The treatment protocol resulted in improved jaw movement and pain relief. Especially, noteworthy is the dramatic reduction in pain, one of the main reasons for TMD treatment, in all patients with unilateral ADD after 6 months of treatment (p < 0.01). We also compared the treatment outcomes of patients diagnosed with unilateral ADDwoR with and without erosive bony changes. As a result, both groups showed significant improvement in pain, MMO, and PM, without any differences between groups. The results of the present study are consistent with those reported in the literature [9, 13, 24].

Previously reported studies [9, 13, 24] of combination therapy showed limited indications, ADDwoR. However, we applied the treatment protocol to various stages of TMJ disc displacement and conducted arthrocentesis first for quicker improvement of patients’ discomforts, such as pain and mouth opening limitation.

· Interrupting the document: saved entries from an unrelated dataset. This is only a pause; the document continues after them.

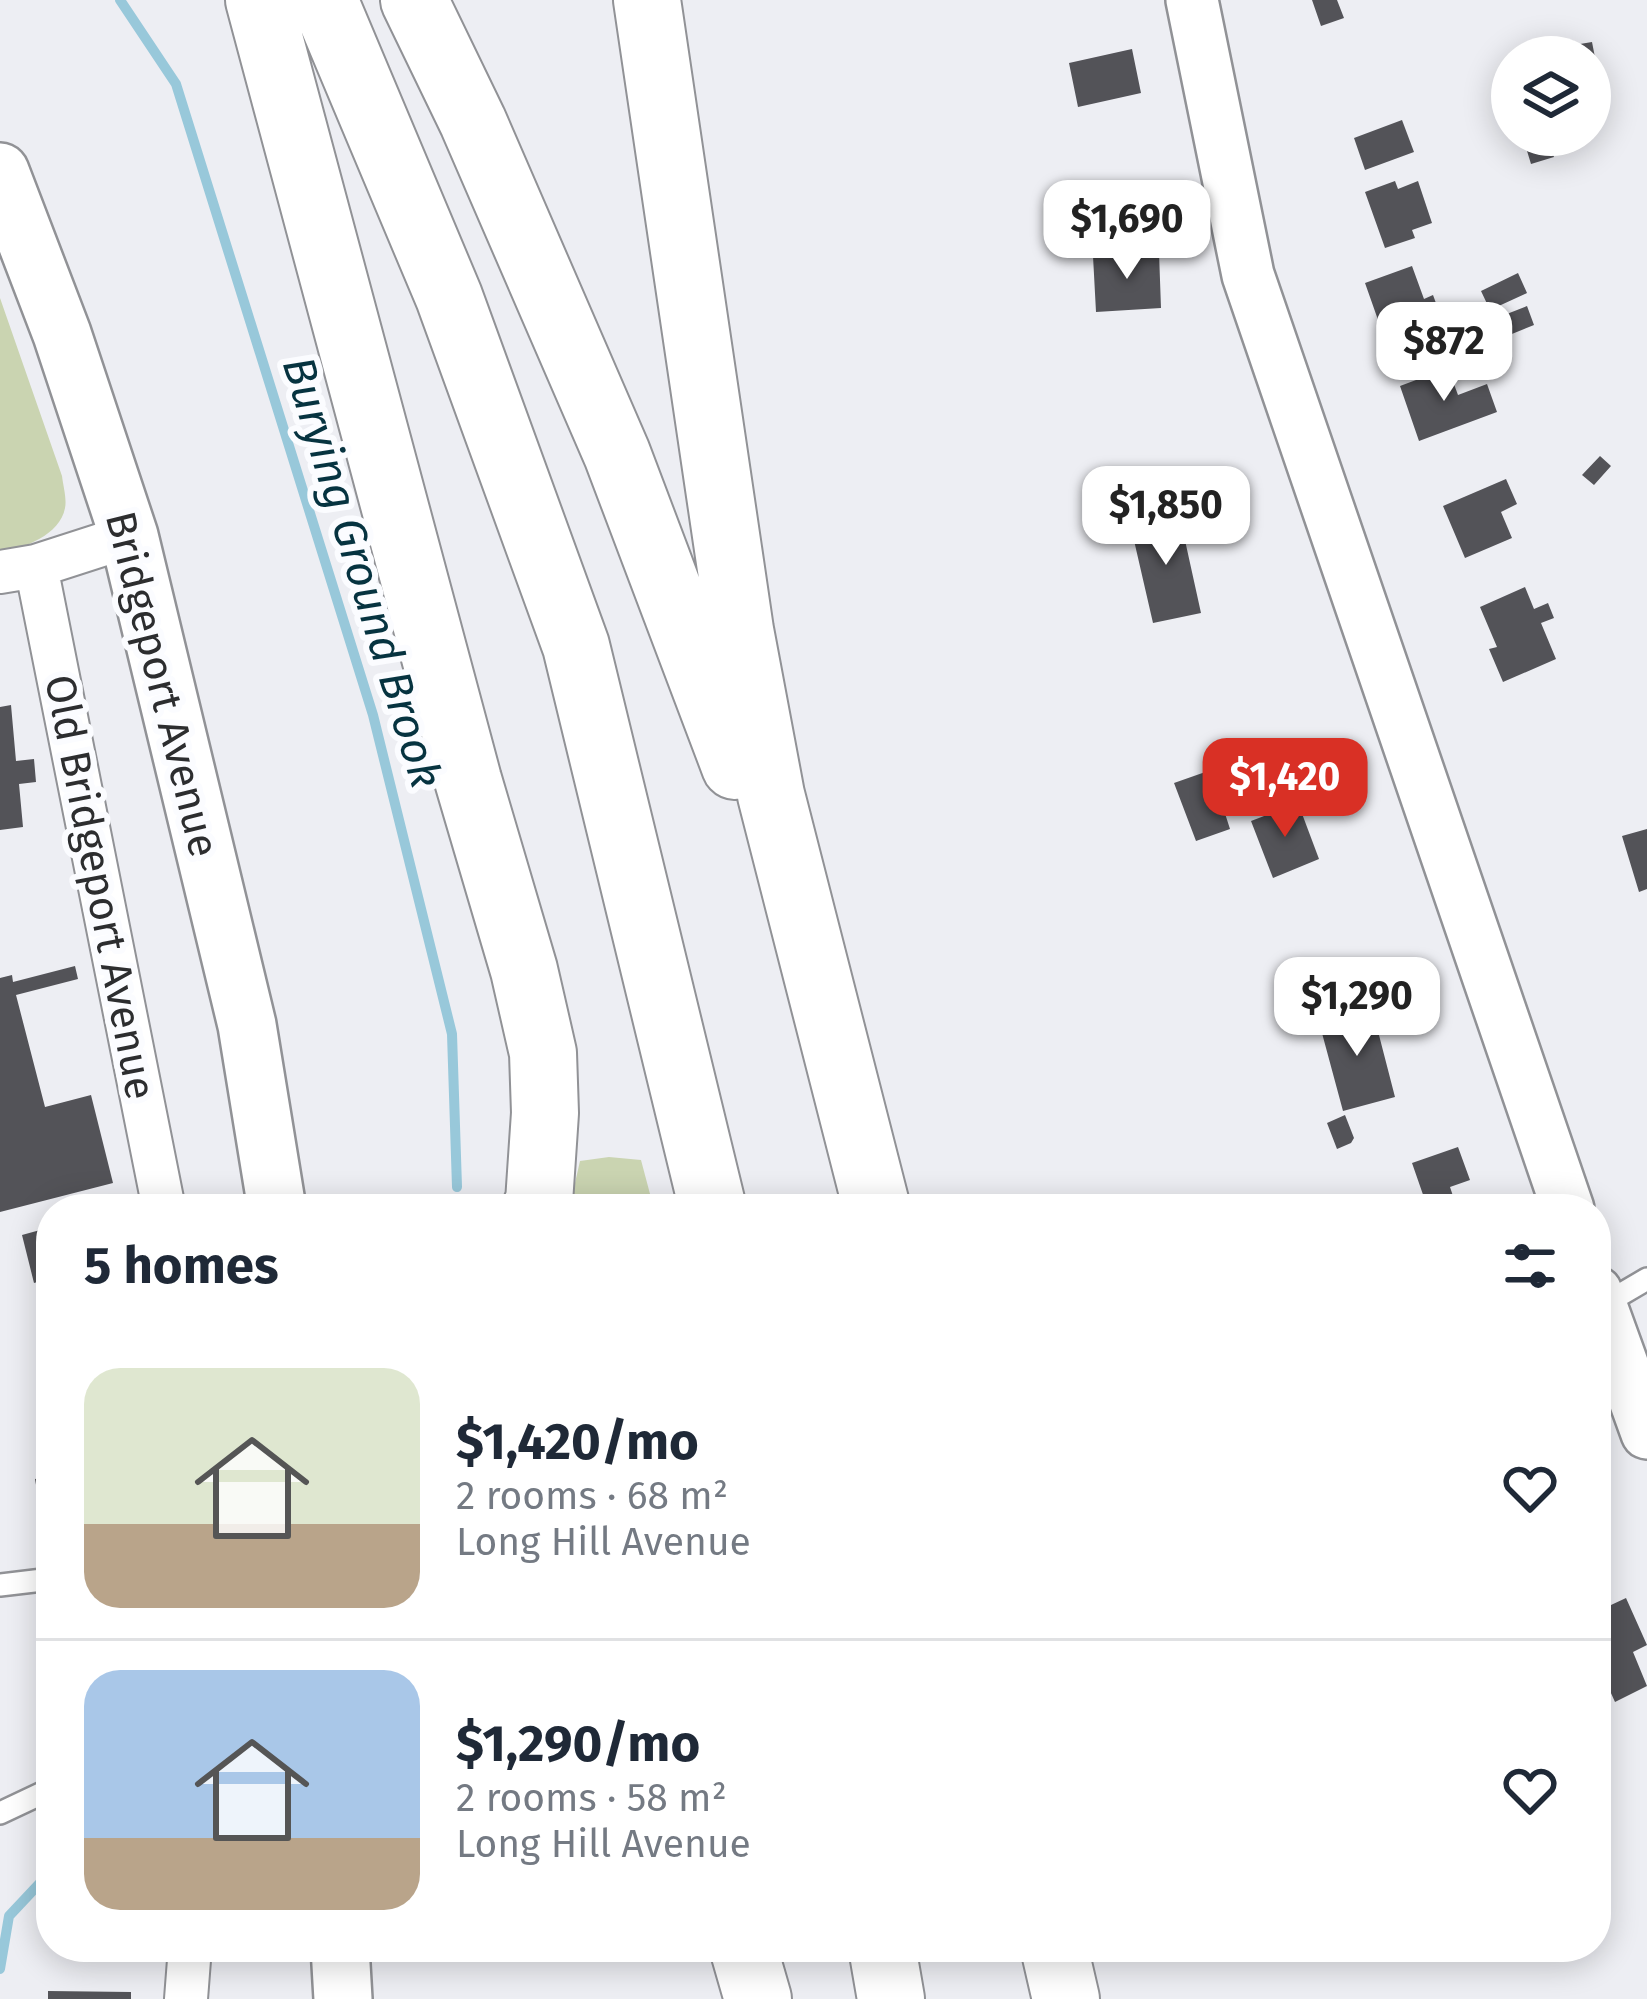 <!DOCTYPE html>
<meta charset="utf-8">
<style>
:root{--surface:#fff;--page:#f2f2f3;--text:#1f2937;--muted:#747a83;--line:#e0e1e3;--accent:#d93025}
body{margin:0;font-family:"Fira Sans",sans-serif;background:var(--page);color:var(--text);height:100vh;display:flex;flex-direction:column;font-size:45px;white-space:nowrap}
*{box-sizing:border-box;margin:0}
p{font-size:39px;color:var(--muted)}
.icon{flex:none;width:66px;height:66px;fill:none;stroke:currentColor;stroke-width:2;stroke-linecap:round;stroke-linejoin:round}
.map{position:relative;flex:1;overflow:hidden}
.panel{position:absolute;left:36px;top:1194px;width:1575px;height:768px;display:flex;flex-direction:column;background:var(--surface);border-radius:48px;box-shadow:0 6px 30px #0003}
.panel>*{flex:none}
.fabs{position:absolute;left:1491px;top:36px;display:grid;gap:24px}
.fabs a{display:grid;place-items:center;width:120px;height:120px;border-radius:50%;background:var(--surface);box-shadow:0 6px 30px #0003;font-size:60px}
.price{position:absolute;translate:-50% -102px;padding:0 27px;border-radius:24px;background:#fff;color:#222;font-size:39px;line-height:78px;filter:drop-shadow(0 3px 6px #0008)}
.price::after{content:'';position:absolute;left:50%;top:72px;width:36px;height:27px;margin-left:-18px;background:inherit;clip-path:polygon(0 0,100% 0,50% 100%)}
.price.selected{background:var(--accent);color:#fff}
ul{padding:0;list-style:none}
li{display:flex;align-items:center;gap:36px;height:300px;padding:0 48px}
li+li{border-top:3px solid var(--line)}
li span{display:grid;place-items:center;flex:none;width:336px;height:240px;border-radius:36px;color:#555}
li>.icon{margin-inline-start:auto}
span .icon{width:144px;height:144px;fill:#fffc;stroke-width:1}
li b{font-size:51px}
h2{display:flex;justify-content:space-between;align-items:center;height:144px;padding:0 48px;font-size:51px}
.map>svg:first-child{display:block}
.green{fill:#cad4b1}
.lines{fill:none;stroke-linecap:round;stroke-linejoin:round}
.stream{stroke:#98c8da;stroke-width:10}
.building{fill:#535358}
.service-casing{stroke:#919296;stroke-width:26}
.minor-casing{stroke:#919296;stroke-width:46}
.tertiary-casing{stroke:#919296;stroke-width:56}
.secondary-casing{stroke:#919296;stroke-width:62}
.motorway-casing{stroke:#919296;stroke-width:70}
.service{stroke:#fff;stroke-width:21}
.minor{stroke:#fff;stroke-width:42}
.tertiary{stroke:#fff;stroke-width:51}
.secondary{stroke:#fff;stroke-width:57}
.motorway{stroke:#fff;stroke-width:66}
.labels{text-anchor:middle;stroke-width:12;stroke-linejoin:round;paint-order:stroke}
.street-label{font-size:42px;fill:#2c2d2f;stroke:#fbfcff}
.water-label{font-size:45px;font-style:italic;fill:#063340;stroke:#fbfcff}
</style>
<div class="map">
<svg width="1647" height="1999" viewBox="0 0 1647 1999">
<rect width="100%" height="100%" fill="#edeef3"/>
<path class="green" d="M0 298 62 476C63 485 67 499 65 508 60 535 24 548 0 553Z
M609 1157 641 1160 654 1209H569L580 1161Z"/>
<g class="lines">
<path class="stream" d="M120 0 176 84 373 715 452 1034 457 1187
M0 1969 9 1916 40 1883 51 1855"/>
</g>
<path class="building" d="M1312 0H1337L1344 18 1321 26Z
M1573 40 1574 45 1592 42 1599 78 1590 80V57H1540L1538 46Z
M1132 49 1141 93 1078 107 1069 63Z
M1402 120 1414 152 1365 170 1354 138Z
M1546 135 1554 157 1531 164 1524 141Z
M1395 181 1398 189 1418 181 1432 223 1412 230 1415 238 1385 248 1365 192Z
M1159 252 1161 308 1096 312 1093 256Z
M1412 266 1424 299 1433 295 1440 314 1383 334 1365 283Z
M1518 273 1527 293 1490 310 1481 291Z
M1527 306 1534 325 1502 338 1494 319Z
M1448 368 1458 395 1487 384 1497 412 1419 441 1400 386Z
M1600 456 1611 466 1594 485 1582 475Z
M1506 479 1517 504 1501 512 1512 538 1465 558 1443 506Z
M1179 513 1201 613 1153 623 1130 523Z
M1525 587 1534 609 1548 603 1554 618 1541 623 1556 659 1503 682 1489 649 1497 647 1480 607Z
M11 705 16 761 34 759 36 782 19 784 23 827 0 830V707Z
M1211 770 1230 829 1196 841 1174 783Z
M1298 803 1319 859 1273 878 1251 821Z
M1647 829V889L1639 892 1622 836Z
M75 966 78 979 16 995 45 1107 91 1095 113 1183 0 1212V978L12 975 13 982Z
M1372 1008 1395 1097 1343 1111 1319 1022Z
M1345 1115 1354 1138 1351 1143 1337 1149 1327 1123Z
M1458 1147 1470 1180 1450 1187 1456 1205 1469 1200 1472 1209H1428L1412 1163Z
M51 1227V1278L34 1283 22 1235Z
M51 1476V1512L41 1514 35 1479Z
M1626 1598 1647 1645 1633 1652 1647 1686 1615 1702 1596 1660V1612Z
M48 1991 131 1992V1999H48Z"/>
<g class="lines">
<defs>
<path id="service" d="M1601 1306 1647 1279
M0 1585 51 1579
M0 1813 51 1789"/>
<path id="minor" d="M36 566 164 1209
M0 572 36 566 129 536
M186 1999 190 1947"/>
<path id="tertiary" d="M1192 0 1248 275 1568 1209
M1596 1292 1647 1433"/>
<path id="secondary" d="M0 172 62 334 129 536 247 1025 277 1209
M340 1947 343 1999"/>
<path id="motorway" d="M259 0 468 780 524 970 543 1053 545 1113 539 1202 535 1209
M324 0 449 297 576 646 713 1209
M414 0 473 122 617 454 735 766
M647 0 740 630 771 795 877 1209
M743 1947 758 1999
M882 1947 891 1999
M1054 1947 1066 1999"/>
</defs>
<use href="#service" class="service-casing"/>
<use href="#minor" class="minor-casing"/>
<use href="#tertiary" class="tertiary-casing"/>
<use href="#secondary" class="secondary-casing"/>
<use href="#motorway" class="motorway-casing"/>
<use href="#service" class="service"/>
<use href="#minor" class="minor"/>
<use href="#tertiary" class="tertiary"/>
<use href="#secondary" class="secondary"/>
<use href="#motorway" class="motorway"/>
</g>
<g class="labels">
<g class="street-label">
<text transform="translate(163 684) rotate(76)" y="15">Bridgeport Avenue</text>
<text transform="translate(101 887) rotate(79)" y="15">Old Bridgeport Avenue</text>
</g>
<g class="water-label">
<text transform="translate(363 572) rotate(73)" y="16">Burying Ground Brook</text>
</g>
</g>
</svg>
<div class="fabs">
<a><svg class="icon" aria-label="layers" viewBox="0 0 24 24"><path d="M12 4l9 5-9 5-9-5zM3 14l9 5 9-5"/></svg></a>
</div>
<b class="price" style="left:1127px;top:282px">$1,690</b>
<b class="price" style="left:1444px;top:404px">$872</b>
<b class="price" style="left:1166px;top:568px">$1,850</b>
<b class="price selected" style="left:1285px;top:840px">$1,420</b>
<b class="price" style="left:1357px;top:1059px">$1,290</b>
<section class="panel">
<h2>5 homes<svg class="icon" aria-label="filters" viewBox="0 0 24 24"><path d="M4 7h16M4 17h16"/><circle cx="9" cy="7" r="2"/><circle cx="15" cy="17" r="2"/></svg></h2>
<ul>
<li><span style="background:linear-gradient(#dfe7d0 65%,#b9a48a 0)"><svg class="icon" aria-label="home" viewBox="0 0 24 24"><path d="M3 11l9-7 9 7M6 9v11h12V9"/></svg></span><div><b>$1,420/mo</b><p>2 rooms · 68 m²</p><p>Long Hill Avenue</p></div><svg class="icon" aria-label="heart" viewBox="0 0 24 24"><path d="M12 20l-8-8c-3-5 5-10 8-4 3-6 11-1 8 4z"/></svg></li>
<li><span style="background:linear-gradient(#a9c7e8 70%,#b9a48a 0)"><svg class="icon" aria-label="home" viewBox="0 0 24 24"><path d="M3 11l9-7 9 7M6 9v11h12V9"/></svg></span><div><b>$1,290/mo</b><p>2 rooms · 58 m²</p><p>Long Hill Avenue</p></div><svg class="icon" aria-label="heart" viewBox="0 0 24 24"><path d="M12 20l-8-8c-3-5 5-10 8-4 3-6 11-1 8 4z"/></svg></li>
</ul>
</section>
</div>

The strength of the present study is uniformity of patient selection and follow-up time. We included only unilateral ID with a 6-month follow-up to facilitate accurate assessment. However, this is a retrospective study and only short-term results were analyzed. The majority of patients showed ADD without reduction (78%). Thus, well-designed prospective RCTs with long-term follow-up are needed.

Conclusions

In summary, arthrocentesis and subsequent stabilization splint therapy are highly effective in pain reduction and improvement of mandibular movements in patients with both unilateral ADDwR and ADDwoR, as well as in cases with both erosive and non-erosive bony changes associated with unilateral ADDwoR. Therefore, we suggest the combination protocol as a reliable treatment modality for ID of the TMJ.